┌──
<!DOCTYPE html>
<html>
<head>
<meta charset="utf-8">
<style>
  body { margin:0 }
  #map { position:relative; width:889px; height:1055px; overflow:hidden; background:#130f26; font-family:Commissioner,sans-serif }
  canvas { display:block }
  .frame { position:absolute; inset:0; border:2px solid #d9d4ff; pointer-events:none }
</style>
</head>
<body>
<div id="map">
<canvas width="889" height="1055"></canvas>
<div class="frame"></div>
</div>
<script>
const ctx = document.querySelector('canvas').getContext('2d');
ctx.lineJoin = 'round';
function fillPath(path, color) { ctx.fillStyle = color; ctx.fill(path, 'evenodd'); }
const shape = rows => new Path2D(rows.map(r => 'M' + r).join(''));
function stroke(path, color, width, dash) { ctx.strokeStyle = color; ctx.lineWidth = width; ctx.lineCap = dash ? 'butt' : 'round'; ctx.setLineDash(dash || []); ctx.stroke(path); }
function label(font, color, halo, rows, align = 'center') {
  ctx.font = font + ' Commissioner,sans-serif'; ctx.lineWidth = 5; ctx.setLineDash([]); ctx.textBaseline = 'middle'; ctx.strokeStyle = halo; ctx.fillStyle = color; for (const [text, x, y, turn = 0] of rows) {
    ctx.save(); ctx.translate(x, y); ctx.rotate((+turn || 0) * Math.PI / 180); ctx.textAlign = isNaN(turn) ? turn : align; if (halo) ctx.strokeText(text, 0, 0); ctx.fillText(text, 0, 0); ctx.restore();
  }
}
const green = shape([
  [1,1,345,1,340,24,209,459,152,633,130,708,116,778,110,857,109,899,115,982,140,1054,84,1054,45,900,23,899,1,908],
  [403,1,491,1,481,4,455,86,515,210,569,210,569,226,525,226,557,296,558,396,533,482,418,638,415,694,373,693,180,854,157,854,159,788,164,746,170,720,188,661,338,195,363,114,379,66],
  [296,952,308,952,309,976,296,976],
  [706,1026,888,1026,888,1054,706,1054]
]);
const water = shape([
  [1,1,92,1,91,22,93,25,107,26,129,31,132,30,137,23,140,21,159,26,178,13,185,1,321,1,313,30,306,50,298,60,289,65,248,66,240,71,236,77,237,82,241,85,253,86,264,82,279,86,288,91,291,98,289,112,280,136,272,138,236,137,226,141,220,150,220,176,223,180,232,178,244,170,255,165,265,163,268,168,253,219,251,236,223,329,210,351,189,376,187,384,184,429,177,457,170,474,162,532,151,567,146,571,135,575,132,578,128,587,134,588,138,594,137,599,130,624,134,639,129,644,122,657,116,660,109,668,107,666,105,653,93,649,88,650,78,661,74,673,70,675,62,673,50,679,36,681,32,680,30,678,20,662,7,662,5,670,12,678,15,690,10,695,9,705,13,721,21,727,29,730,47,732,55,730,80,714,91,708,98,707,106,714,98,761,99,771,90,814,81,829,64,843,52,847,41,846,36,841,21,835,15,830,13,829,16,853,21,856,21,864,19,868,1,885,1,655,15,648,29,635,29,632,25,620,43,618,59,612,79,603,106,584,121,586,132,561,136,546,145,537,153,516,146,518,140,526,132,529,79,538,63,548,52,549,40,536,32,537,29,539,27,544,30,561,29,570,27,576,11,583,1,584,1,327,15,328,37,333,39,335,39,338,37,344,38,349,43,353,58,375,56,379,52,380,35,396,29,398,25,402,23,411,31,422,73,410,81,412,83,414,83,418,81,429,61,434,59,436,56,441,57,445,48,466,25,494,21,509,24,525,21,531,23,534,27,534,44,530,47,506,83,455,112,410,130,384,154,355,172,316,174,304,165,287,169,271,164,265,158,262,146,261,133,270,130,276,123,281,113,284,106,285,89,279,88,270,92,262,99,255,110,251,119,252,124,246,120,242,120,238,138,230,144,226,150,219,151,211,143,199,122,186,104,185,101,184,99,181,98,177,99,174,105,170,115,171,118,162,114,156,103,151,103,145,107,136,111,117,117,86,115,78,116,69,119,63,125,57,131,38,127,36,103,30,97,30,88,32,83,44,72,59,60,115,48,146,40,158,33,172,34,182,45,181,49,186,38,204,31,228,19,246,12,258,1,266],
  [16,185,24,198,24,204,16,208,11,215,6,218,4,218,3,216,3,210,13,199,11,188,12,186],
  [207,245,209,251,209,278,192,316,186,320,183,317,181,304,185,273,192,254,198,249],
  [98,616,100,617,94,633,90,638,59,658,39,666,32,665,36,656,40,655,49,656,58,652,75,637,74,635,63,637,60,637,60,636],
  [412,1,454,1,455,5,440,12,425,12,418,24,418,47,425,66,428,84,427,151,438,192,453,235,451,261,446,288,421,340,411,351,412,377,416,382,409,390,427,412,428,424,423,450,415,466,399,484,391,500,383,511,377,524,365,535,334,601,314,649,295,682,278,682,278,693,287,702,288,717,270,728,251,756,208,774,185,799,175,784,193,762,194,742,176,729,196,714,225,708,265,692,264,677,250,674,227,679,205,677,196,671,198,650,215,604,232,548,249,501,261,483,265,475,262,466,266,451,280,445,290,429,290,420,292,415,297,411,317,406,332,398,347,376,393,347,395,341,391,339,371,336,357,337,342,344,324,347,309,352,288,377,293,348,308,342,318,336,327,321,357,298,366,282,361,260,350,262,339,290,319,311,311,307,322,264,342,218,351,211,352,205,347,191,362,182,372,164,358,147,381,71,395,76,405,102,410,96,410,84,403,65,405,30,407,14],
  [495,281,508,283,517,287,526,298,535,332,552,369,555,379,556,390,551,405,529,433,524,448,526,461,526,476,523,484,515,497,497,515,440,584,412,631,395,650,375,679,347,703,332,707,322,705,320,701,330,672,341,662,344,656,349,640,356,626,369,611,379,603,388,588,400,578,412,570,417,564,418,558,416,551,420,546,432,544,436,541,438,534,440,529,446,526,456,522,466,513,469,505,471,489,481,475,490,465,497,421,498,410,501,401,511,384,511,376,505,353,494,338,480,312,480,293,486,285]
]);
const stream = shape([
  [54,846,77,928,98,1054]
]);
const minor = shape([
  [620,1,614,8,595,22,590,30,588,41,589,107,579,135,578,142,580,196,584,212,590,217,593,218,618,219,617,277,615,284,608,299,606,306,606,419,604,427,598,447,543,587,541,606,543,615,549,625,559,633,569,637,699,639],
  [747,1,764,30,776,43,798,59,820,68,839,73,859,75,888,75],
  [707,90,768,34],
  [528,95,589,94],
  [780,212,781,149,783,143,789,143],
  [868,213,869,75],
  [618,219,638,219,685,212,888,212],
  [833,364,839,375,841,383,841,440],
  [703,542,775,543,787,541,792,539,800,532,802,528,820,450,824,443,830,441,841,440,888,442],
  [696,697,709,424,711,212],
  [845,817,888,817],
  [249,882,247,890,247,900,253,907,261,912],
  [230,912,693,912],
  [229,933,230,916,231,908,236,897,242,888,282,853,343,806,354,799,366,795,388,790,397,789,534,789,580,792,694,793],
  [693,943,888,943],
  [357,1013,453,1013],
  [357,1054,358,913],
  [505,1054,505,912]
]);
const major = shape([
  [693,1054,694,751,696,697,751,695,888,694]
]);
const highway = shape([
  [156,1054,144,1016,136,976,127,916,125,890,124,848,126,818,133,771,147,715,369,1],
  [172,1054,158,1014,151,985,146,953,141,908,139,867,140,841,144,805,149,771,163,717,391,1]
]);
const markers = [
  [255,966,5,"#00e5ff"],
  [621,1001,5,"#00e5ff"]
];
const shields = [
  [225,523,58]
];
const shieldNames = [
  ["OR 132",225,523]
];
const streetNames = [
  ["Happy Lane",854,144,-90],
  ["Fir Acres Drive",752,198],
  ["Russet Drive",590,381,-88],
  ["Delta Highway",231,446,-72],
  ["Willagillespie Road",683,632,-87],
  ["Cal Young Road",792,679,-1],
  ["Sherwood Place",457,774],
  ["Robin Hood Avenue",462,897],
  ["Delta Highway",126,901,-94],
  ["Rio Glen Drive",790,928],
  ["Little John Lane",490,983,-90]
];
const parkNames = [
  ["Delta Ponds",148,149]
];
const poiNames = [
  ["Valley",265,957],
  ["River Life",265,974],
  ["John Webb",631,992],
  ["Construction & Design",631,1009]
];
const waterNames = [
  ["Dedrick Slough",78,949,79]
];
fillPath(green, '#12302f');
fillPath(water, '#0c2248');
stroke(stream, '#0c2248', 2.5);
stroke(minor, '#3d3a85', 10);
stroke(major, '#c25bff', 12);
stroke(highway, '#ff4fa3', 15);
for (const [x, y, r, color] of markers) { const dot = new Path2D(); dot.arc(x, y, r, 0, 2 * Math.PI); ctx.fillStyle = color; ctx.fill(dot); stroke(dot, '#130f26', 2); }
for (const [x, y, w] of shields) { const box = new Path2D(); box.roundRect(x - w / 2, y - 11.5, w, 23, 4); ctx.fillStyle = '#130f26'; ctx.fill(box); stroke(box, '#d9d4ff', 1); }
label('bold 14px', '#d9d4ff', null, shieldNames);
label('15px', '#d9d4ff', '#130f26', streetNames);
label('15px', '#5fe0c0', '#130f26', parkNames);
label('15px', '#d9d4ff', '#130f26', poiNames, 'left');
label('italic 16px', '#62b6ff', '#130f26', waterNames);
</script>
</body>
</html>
└──
Your instructions => If a line in the entries holds the string "lineWidth", copy it.

Exercise answer =>
function stroke(path, color, width, dash) { ctx.strokeStyle = color; ctx.lineWidth = width; ctx.lineCap = dash ? 'butt' : 'round'; ctx.setLineDash(dash || []); ctx.stroke(path); }
  ctx.font = font + ' Commissioner,sans-serif'; ctx.lineWidth = 5; ctx.setLineDash([]); ctx.textBaseline = 'middle'; ctx.strokeStyle = halo; ctx.fillStyle = color; for (const [text, x, y, turn = 0] of rows) {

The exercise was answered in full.